Stored data entries:
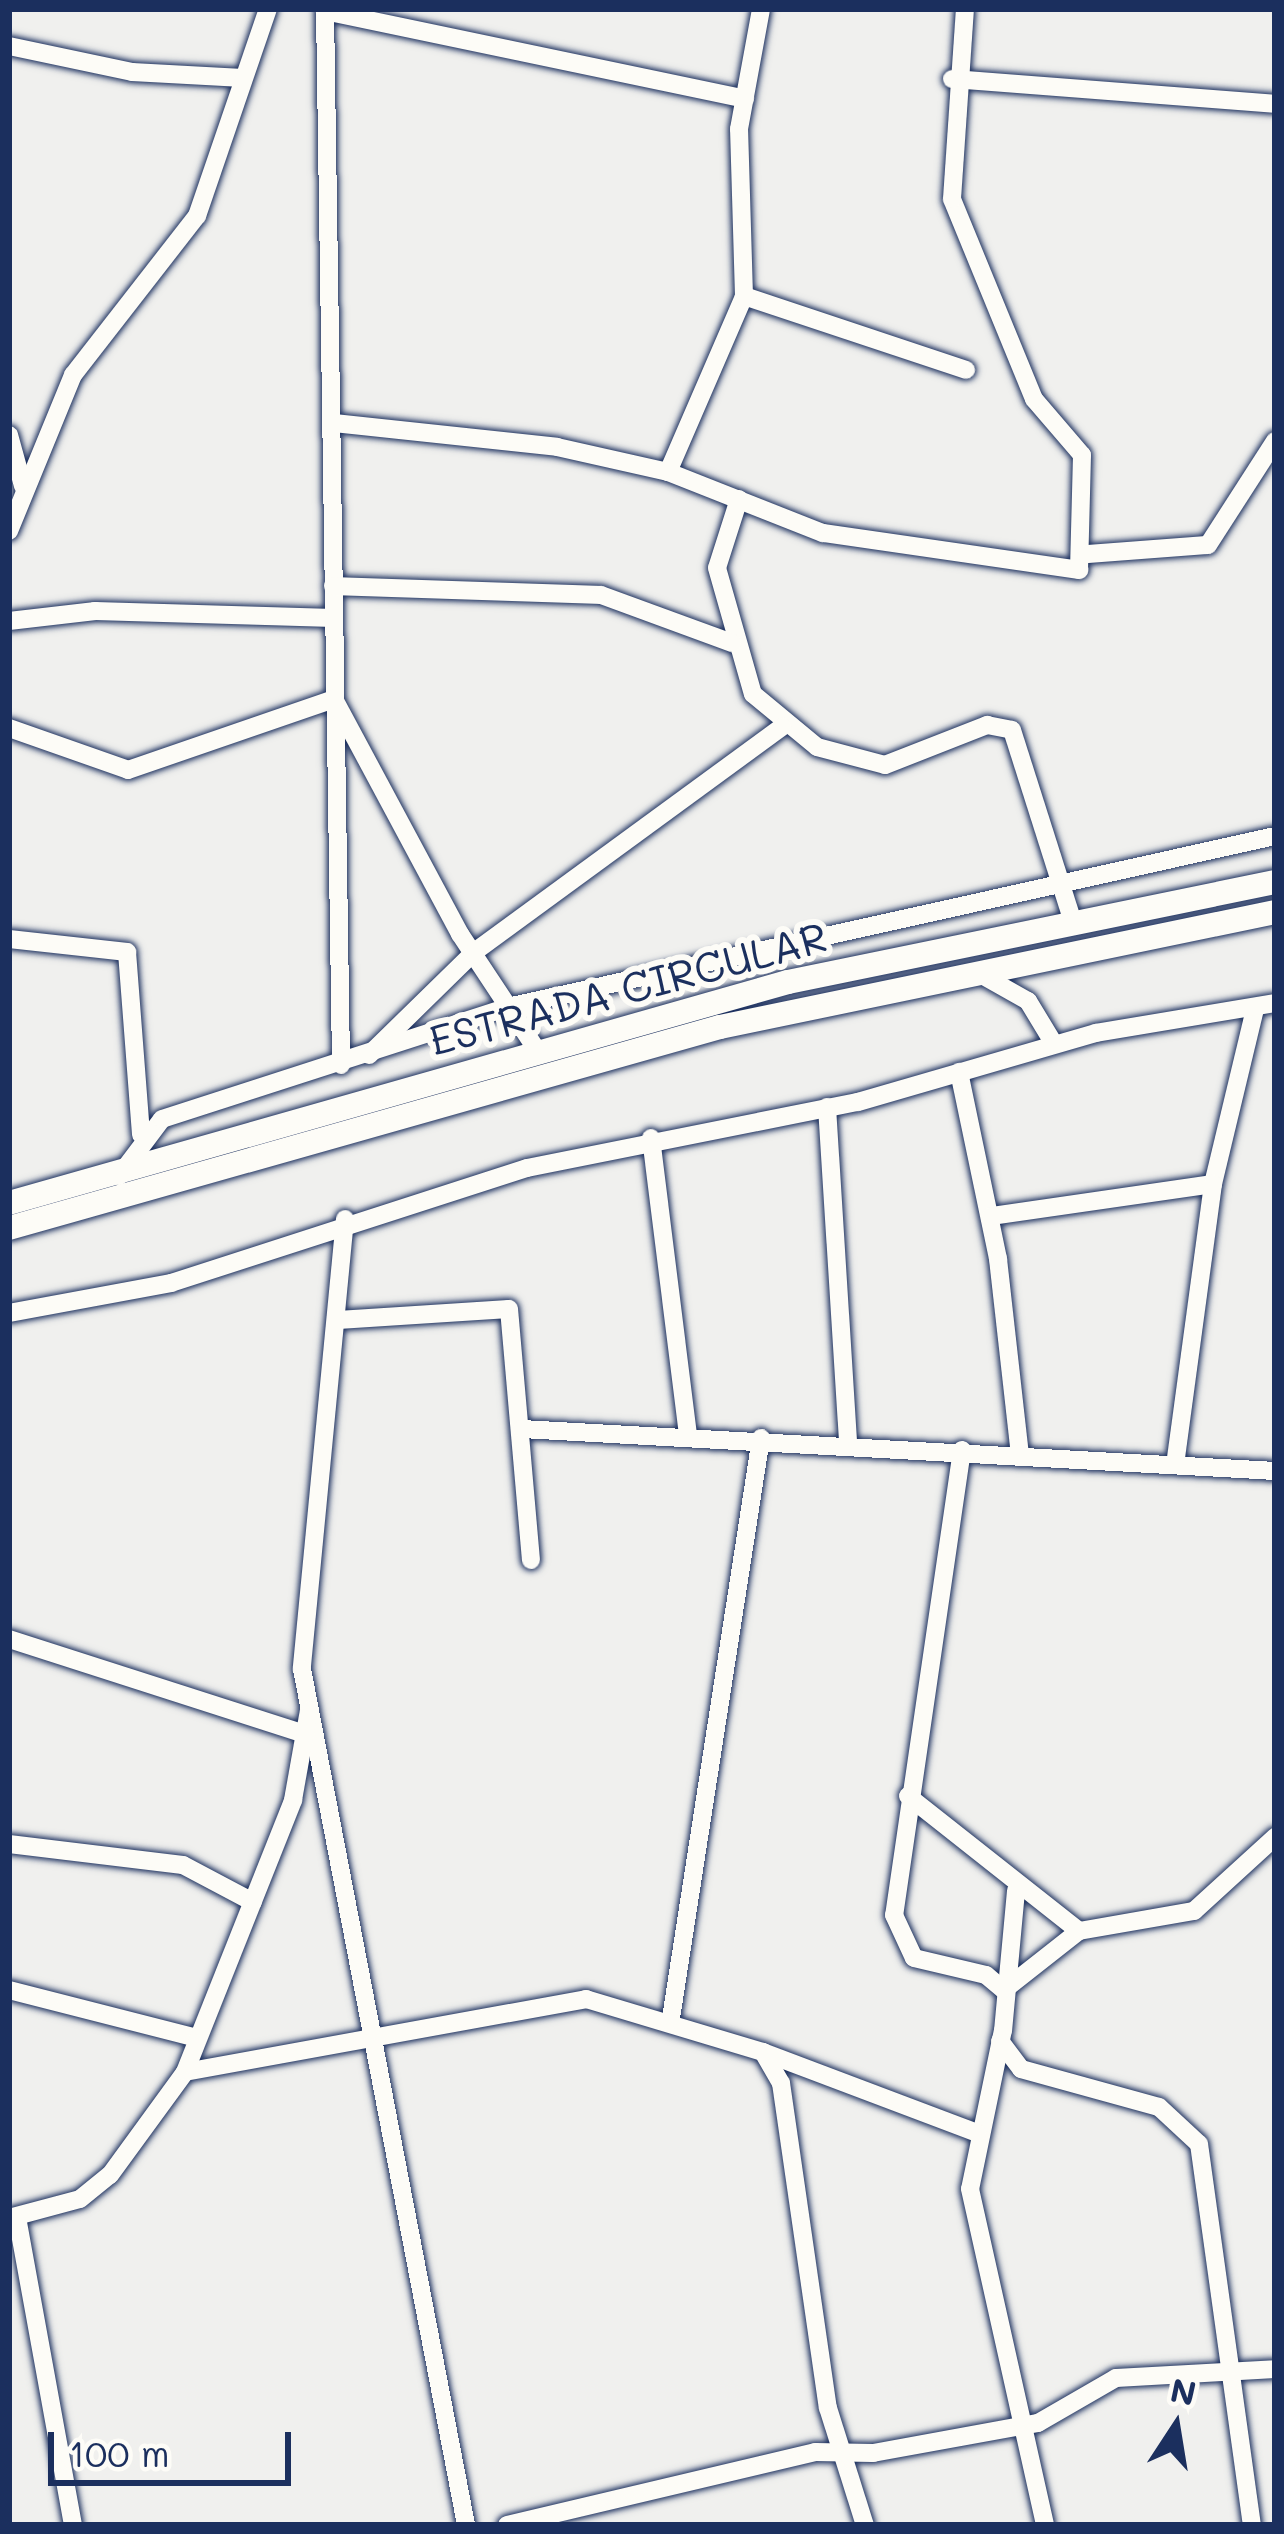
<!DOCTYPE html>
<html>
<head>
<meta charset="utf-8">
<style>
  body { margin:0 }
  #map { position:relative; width:1284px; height:2534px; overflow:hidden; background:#f0f0ee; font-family:Mali,sans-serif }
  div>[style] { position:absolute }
  .roads { filter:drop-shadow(0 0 3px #1b2f5e) drop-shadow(0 0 3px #1b2f5e) }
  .minor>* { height:18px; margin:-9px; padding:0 9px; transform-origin:9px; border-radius:9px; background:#fdfcf7 }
  .major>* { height:24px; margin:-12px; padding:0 12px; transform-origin:12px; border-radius:12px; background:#fdfcf7 }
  span { translate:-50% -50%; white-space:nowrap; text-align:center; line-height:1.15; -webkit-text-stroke:12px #fdfcf7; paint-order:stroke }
  .street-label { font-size:42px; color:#1b2f5e }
  .frame { position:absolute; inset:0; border:12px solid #1b2f5e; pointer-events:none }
  .north { position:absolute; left:1116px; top:2366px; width:120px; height:120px; -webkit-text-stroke:9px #fdfcf7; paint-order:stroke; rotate:12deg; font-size:33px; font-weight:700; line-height:48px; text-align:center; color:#1b2f5e }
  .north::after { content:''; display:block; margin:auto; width:42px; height:54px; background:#1b2f5e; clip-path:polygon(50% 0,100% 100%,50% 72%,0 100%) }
  .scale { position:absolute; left:48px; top:2432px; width:243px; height:54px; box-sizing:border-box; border:6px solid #1b2f5e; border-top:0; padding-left:15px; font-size:36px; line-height:42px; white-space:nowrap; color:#1b2f5e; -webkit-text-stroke:9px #fdfcf7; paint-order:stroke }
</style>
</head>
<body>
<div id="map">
  <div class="roads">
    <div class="minor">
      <div style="left:325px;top:9px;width:1056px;rotate:89.13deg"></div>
      <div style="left:325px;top:11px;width:429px;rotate:11.8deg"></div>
      <div style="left:9px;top:46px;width:126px;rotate:11.9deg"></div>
      <div style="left:132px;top:72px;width:111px;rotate:3.1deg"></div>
      <div style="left:952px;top:79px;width:324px;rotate:4.4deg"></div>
      <div style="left:744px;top:296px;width:234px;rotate:18.4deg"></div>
      <div style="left:334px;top:423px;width:224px;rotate:6.1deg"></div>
      <div style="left:557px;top:447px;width:114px;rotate:12.7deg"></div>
      <div style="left:668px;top:472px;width:167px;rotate:21.5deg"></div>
      <div style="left:823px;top:533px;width:259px;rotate:8.2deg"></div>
      <div style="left:1079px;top:570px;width:115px;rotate:-88.5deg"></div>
      <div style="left:1082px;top:455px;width:74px;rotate:-130.6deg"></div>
      <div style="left:1034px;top:399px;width:216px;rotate:-112.3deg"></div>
      <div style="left:952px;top:199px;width:190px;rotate:-86.1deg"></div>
      <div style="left:9px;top:435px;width:53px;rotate:74.6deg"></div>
      <div style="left:668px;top:472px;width:192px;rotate:-66.6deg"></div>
      <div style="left:744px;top:296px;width:167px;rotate:-91.7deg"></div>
      <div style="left:739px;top:129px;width:122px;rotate:-79.6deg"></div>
      <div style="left:739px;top:499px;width:72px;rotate:107.7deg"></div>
      <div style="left:717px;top:568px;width:131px;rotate:74.1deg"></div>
      <div style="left:753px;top:694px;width:83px;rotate:39.6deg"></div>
      <div style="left:817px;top:747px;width:70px;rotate:14.8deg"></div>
      <div style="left:885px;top:765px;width:110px;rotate:-21.4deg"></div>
      <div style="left:987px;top:725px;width:25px;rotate:11deg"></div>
      <div style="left:1012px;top:730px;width:198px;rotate:72.4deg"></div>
      <div style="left:9px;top:531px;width:169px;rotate:-67.7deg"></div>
      <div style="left:73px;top:375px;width:202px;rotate:-52.1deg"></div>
      <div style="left:197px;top:216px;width:219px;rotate:-71.1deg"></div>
      <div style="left:1087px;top:554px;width:121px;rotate:-4.3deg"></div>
      <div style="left:1208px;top:545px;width:124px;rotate:-57.2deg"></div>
      <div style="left:333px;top:586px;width:268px;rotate:1.9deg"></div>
      <div style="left:601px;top:595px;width:140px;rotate:20.1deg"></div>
      <div style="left:9px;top:621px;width:87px;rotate:-6.6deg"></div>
      <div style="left:95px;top:611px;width:239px;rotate:1.7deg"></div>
      <div style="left:334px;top:699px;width:267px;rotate:61.8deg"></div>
      <div style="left:460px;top:934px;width:141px;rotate:56.5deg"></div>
      <div style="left:9px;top:728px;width:126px;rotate:19.4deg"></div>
      <div style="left:128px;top:770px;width:218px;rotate:-19deg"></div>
      <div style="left:9px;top:939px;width:119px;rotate:6.3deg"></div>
      <div style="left:127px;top:952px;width:183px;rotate:85.6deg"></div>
      <div style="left:980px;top:974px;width:55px;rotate:29.4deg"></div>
      <div style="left:1028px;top:1001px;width:50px;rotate:58.8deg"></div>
      <div style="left:369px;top:1055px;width:146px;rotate:-44.4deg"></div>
      <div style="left:473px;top:953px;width:383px;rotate:-36.2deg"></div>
      <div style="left:959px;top:1072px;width:191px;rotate:78.2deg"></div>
      <div style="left:998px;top:1259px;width:196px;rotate:83.6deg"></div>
      <div style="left:827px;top:1107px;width:337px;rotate:86.4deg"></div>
      <div style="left:651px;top:1138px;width:298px;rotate:82.9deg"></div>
      <div style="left:119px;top:1176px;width:71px;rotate:-53deg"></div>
      <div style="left:162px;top:1119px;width:368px;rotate:-17.9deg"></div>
      <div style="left:512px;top:1006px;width:782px;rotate:-12.56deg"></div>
      <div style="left:1213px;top:1184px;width:180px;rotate:-76.5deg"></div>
      <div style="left:991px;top:1216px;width:224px;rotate:-8.2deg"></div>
      <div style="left:1213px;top:1184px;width:283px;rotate:97.7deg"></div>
      <div style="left:345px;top:1219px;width:452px;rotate:95.5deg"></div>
      <div style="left:302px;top:1669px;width:872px;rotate:79.15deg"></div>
      <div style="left:9px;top:1313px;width:165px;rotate:-10.5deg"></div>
      <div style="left:171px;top:1283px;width:374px;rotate:-17.9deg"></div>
      <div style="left:527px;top:1168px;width:338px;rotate:-11.3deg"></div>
      <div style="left:858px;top:1102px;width:248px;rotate:-16.2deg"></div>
      <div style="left:1096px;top:1033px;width:181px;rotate:-9.5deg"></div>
      <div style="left:338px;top:1320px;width:171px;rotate:-3.7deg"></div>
      <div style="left:509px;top:1309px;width:252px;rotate:85deg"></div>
      <div style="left:522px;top:1429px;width:754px;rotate:3.19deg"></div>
      <div style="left:962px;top:1450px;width:470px;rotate:98.3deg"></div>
      <div style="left:894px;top:1915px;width:47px;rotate:65.1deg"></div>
      <div style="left:914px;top:1958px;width:74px;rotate:13.3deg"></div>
      <div style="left:986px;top:1975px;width:23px;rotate:40deg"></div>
      <div style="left:9px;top:1639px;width:311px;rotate:17.8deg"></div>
      <div style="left:908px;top:1796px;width:218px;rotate:38.3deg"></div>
      <div style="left:1079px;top:1931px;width:117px;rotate:-9.9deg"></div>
      <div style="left:1194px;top:1911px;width:110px;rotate:-42.4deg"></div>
      <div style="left:9px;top:1844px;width:175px;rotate:6.9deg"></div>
      <div style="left:183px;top:1865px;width:79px;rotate:27.9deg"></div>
      <div style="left:1016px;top:1891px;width:140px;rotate:95.3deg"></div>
      <div style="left:1003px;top:2030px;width:162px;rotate:101.7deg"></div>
      <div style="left:970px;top:2189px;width:344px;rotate:77.4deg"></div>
      <div style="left:9px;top:1990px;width:194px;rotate:14.3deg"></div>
      <div style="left:1004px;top:1990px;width:95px;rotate:-38.2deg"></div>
      <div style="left:671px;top:2018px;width:587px;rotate:-81.18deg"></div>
      <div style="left:1000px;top:2041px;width:35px;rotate:53deg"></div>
      <div style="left:1021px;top:2069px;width:143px;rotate:15.4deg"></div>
      <div style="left:1159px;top:2107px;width:54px;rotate:42.8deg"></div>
      <div style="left:1199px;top:2144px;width:385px;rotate:82.1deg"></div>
      <div style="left:763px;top:2052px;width:229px;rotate:20.7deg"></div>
      <div style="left:185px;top:2072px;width:408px;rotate:-10.3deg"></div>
      <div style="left:586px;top:1999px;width:185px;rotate:16.7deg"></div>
      <div style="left:763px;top:2052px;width:36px;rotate:60deg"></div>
      <div style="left:781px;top:2083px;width:328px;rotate:81.8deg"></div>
      <div style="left:828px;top:2408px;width:123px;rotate:72.5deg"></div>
      <div style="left:17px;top:2217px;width:313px;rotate:79.7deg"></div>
      <div style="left:9px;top:2218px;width:73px;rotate:-15deg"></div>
      <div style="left:80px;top:2199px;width:38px;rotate:-39deg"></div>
      <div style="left:110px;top:2175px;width:127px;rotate:-53.9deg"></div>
      <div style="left:185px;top:2072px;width:293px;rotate:-68.3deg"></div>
      <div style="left:293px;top:1800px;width:91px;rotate:-79.9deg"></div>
      <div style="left:507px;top:2525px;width:317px;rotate:-13.3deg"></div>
      <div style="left:815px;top:2452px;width:58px;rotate:1deg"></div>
      <div style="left:873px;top:2453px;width:168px;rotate:-10.3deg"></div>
      <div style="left:1038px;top:2423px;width:90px;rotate:-30deg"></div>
      <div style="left:1116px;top:2378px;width:159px;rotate:-3.2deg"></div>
    </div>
    <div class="major">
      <div style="left:9px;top:1203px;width:810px;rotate:-15.84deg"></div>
      <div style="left:788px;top:982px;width:497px;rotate:-11.6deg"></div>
      <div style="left:9px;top:1228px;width:739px;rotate:-15.79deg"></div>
      <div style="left:720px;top:1027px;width:567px;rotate:-11.71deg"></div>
    </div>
  </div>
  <div class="street-label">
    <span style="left:628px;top:988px;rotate:-15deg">ESTRADA CIRCULAR</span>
  </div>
  <div class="frame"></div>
  <div class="north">N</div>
  <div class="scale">100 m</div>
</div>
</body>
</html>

ASSIGNED TASK
Restate the lines of the records exactly, starting at the first and stopping after the line with "position:relative; width:1284px; height:2534px;". Leave out any picture.

ANSWER FOR THE TASK
<!DOCTYPE html>
<html>
<head>
<meta charset="utf-8">
<style>
  body { margin:0 }
  #map { position:relative; width:1284px; height:2534px; overflow:hidden; background:#f0f0ee; font-family:Mali,sans-serif }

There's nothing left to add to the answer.